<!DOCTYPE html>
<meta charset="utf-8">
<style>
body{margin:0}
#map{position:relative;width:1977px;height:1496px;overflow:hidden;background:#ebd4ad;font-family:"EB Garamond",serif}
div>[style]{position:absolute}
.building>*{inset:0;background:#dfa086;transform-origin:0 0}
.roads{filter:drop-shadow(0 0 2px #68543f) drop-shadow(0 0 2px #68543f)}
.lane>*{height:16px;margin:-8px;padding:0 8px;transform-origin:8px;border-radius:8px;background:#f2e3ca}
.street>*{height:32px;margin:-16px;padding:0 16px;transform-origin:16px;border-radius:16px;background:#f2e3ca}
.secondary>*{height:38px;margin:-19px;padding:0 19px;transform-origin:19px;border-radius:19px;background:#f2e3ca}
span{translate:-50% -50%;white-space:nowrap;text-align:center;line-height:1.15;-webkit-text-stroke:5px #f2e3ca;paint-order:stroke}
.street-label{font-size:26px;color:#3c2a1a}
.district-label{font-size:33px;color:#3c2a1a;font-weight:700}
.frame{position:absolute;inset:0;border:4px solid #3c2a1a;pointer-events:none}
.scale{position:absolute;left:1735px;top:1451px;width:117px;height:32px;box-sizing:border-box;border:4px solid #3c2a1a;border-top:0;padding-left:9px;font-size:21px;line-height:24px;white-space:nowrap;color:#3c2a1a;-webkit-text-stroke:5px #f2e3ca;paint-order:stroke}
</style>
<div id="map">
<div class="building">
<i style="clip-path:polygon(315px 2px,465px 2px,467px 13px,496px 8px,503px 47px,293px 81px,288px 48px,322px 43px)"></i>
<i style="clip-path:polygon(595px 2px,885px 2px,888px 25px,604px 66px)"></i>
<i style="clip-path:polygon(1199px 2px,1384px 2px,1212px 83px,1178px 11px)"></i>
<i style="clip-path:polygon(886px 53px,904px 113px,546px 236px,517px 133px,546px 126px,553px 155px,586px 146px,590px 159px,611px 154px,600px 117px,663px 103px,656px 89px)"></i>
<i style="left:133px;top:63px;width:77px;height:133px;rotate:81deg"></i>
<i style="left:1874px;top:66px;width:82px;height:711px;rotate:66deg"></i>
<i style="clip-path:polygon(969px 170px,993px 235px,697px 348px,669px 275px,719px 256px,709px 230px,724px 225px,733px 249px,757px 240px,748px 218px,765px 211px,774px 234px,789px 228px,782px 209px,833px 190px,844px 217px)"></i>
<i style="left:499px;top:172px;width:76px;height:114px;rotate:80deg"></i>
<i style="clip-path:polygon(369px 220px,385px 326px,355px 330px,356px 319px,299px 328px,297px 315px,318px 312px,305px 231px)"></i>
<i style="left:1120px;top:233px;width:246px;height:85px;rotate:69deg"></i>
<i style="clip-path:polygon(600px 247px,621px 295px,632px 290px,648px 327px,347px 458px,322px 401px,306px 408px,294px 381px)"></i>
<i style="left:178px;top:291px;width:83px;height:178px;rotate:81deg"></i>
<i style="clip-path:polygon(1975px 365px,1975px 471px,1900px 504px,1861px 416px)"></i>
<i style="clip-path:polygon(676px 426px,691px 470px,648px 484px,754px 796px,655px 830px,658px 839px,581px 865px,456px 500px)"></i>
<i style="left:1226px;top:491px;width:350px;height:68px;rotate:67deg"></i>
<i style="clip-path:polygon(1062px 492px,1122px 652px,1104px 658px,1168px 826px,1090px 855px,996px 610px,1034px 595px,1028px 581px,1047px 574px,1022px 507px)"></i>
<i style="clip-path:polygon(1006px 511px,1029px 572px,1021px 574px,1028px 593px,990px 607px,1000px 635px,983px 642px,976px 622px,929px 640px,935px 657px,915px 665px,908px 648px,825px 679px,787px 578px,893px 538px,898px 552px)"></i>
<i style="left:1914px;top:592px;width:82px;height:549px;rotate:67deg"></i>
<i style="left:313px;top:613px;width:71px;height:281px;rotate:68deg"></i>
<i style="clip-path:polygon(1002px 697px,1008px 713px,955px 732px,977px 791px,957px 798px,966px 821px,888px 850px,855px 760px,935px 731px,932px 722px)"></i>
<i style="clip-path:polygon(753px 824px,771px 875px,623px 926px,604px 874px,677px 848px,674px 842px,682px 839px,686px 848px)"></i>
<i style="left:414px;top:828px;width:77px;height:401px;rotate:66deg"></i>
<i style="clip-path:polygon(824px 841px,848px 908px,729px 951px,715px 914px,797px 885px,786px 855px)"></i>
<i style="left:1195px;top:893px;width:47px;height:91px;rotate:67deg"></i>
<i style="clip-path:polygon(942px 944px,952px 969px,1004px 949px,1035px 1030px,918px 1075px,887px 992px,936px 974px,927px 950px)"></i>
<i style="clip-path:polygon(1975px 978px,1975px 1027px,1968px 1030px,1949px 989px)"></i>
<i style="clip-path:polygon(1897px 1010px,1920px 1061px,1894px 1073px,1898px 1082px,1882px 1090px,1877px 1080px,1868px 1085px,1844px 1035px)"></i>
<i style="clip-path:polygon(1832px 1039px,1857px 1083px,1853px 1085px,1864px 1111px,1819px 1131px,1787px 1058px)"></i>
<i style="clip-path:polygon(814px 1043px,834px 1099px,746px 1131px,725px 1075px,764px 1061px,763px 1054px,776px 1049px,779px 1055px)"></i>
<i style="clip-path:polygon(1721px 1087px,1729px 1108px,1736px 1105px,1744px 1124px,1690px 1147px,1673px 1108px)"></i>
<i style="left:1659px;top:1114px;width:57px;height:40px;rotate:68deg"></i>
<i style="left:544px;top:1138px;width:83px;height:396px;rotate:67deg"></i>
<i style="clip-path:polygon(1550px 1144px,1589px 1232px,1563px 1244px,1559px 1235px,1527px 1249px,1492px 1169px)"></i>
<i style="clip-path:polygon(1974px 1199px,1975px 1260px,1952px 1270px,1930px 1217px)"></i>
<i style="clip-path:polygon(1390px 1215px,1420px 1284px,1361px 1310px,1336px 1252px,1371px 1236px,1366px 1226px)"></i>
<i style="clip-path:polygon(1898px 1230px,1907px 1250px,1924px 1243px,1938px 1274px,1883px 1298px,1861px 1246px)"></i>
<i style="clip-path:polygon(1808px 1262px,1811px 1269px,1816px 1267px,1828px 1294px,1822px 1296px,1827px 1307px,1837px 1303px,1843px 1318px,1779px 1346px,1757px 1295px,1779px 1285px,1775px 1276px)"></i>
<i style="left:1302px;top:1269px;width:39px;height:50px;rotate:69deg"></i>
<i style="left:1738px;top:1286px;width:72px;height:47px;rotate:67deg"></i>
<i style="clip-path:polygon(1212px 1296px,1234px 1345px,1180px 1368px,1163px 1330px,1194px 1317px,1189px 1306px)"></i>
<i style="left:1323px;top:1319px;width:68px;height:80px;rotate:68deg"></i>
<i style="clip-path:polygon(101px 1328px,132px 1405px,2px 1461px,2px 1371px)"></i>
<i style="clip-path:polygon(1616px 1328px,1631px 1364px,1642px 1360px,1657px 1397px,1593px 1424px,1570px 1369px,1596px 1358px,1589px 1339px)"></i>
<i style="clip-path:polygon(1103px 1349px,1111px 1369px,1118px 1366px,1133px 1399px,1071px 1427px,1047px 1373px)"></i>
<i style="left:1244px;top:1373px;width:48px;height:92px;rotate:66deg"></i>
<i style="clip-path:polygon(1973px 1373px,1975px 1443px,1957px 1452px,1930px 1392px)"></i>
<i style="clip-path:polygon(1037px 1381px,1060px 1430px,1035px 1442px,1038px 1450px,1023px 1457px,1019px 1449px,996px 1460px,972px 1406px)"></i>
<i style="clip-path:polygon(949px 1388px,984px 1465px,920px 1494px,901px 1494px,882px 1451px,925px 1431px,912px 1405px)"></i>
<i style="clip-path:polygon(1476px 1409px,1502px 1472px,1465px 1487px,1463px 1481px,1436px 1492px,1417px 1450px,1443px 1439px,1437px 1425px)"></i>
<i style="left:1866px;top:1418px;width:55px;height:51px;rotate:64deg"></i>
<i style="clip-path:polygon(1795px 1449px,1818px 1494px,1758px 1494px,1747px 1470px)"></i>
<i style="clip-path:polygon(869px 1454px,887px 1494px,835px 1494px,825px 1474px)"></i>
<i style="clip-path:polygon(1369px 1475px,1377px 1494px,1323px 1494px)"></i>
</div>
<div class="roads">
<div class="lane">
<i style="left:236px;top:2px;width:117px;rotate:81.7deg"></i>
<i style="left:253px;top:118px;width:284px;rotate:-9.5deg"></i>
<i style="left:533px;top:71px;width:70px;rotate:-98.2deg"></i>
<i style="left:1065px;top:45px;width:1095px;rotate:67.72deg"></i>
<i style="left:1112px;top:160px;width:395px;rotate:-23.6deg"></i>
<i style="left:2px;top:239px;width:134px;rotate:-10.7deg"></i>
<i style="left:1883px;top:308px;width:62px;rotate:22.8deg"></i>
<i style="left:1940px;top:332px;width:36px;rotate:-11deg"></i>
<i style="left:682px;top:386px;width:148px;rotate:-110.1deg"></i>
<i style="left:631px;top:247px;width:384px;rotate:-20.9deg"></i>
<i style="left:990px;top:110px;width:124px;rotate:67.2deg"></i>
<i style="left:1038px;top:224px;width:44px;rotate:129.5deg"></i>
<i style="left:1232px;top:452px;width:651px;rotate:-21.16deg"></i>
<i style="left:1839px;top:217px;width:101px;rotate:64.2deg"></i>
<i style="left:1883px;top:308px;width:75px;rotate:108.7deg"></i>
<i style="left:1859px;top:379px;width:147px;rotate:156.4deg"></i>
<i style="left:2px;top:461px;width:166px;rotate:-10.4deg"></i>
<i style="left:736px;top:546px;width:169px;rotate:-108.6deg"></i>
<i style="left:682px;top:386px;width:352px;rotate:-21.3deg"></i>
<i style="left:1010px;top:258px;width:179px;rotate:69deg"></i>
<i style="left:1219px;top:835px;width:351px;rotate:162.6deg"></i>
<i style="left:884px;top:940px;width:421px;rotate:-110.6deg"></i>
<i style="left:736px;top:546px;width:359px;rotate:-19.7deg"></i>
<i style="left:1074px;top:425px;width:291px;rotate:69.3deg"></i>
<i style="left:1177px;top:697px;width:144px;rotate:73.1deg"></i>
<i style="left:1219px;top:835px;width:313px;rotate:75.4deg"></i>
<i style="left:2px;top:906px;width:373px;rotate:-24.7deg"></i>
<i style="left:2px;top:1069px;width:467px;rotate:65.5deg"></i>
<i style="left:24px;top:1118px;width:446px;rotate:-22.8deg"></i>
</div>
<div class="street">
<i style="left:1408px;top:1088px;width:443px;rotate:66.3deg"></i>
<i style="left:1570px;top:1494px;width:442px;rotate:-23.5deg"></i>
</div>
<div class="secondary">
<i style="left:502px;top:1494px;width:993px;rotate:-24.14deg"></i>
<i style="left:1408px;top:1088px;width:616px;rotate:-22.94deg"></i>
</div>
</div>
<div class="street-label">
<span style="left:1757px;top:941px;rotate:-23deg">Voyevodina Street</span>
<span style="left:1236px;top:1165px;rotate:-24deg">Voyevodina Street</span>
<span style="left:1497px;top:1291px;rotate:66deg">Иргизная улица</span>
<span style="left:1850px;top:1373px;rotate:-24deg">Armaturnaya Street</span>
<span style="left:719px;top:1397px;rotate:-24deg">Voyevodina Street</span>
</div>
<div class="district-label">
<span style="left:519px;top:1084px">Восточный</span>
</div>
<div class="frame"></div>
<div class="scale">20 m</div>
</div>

...

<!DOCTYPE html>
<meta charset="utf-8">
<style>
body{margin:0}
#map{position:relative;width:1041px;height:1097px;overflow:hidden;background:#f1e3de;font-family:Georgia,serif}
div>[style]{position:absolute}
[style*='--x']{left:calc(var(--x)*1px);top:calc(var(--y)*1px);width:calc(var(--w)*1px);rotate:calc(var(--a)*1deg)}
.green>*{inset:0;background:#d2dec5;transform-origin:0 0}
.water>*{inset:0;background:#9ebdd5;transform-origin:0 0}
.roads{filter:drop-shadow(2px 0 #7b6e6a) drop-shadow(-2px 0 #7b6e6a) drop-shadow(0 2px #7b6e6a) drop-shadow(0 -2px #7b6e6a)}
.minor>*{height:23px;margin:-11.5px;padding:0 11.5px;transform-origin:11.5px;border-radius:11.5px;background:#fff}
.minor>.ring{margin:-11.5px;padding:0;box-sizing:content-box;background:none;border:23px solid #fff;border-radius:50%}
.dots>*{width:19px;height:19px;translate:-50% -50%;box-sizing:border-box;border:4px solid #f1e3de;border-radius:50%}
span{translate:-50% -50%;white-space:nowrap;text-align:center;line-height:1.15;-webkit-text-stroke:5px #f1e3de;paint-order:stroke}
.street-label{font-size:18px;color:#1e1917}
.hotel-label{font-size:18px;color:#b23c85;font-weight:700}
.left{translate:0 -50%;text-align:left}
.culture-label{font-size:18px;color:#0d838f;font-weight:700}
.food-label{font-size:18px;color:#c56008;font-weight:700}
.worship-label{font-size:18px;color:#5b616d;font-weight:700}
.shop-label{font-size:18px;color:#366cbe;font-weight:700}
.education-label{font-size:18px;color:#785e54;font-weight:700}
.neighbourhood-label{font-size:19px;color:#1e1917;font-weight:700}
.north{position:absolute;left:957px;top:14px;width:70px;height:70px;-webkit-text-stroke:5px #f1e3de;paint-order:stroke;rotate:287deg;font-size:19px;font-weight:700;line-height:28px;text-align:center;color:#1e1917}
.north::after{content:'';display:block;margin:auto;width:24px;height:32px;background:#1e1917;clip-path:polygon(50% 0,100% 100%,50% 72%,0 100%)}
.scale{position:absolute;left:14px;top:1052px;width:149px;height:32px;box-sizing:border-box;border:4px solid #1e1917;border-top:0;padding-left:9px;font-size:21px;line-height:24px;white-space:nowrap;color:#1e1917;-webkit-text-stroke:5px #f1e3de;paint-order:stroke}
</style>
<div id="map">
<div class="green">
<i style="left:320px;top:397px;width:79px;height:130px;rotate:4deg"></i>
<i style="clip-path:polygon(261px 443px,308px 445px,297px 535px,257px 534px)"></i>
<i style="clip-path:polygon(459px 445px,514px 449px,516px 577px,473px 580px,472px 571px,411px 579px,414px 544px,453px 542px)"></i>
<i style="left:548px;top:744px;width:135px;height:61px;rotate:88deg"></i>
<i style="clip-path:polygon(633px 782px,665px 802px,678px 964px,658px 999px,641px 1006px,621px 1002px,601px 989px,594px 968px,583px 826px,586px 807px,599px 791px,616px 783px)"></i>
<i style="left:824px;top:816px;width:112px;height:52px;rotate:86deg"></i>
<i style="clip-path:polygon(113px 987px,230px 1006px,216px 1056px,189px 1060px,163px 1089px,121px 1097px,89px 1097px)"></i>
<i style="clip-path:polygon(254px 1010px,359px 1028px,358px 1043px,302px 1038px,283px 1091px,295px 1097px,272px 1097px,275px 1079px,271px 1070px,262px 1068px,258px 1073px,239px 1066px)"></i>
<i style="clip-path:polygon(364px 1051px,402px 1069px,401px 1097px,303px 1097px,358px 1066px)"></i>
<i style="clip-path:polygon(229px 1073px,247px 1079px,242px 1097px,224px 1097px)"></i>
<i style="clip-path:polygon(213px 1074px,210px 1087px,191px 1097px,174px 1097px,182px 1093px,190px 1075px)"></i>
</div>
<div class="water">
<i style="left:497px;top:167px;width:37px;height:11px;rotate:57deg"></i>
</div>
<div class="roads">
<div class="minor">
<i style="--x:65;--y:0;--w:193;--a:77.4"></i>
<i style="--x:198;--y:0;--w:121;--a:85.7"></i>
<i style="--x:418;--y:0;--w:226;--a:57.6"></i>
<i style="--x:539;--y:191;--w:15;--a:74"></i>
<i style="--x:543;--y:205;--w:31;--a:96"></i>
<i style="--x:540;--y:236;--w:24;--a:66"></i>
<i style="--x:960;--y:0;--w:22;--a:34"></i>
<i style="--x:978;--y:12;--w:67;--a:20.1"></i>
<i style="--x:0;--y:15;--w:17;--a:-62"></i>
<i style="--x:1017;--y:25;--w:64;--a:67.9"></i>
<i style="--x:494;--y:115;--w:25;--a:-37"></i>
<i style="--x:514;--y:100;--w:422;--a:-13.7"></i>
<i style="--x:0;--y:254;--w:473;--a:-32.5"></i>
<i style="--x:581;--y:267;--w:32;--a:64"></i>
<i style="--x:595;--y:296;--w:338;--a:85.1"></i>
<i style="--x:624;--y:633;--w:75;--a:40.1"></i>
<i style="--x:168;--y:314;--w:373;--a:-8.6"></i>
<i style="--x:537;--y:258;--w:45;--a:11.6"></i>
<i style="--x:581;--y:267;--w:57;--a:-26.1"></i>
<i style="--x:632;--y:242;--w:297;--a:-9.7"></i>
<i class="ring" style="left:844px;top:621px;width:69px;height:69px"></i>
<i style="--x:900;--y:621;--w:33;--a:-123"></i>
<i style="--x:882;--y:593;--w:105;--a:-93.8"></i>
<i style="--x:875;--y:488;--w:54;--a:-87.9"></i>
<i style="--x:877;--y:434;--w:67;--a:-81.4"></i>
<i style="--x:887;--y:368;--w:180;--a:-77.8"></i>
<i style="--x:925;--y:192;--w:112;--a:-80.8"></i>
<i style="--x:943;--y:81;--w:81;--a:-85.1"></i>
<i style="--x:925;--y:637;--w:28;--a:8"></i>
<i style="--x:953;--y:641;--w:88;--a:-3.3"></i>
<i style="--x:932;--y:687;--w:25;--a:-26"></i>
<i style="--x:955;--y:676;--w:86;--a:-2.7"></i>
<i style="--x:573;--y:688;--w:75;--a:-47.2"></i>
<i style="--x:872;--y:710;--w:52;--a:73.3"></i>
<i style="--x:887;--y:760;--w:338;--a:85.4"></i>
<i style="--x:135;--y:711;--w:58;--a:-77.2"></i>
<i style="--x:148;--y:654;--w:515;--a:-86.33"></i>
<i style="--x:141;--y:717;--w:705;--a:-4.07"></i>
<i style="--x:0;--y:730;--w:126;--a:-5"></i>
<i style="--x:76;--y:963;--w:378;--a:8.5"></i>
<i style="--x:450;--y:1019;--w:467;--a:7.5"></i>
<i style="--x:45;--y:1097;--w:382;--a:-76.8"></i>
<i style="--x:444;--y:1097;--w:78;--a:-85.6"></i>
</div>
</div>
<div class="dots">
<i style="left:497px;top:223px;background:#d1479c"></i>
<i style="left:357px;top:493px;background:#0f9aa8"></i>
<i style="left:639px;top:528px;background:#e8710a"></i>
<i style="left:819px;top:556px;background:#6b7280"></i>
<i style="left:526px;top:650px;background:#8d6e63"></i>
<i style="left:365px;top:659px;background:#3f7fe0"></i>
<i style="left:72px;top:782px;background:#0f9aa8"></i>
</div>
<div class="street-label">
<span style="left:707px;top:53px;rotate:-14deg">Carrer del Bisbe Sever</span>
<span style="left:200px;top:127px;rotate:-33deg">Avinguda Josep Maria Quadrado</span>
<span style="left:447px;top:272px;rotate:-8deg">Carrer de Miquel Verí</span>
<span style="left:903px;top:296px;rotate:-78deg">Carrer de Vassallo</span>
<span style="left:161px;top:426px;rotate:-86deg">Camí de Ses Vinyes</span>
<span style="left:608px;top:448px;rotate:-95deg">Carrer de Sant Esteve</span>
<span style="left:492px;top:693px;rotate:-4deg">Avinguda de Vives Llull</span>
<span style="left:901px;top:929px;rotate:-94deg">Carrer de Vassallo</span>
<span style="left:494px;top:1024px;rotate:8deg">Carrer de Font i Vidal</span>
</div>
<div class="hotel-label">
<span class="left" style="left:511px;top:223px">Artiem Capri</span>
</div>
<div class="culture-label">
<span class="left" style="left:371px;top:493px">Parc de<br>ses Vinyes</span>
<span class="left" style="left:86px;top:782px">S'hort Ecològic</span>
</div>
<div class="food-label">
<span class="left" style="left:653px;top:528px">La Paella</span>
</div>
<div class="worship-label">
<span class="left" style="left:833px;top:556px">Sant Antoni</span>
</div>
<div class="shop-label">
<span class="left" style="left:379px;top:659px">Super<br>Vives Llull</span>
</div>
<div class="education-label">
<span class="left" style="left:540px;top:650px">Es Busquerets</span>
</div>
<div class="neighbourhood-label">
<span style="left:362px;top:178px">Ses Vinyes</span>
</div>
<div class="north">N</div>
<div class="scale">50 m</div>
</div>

▸ EXERCISE PROMPT:
Wherever the word "serif" shows up in the material, copy the line it is on.

▸ ANSWER TO THE EXERCISE:
#map{position:relative;width:1977px;height:1496px;overflow:hidden;background:#ebd4ad;font-family:"EB Garamond",serif}
#map{position:relative;width:1041px;height:1097px;overflow:hidden;background:#f1e3de;font-family:Georgia,serif}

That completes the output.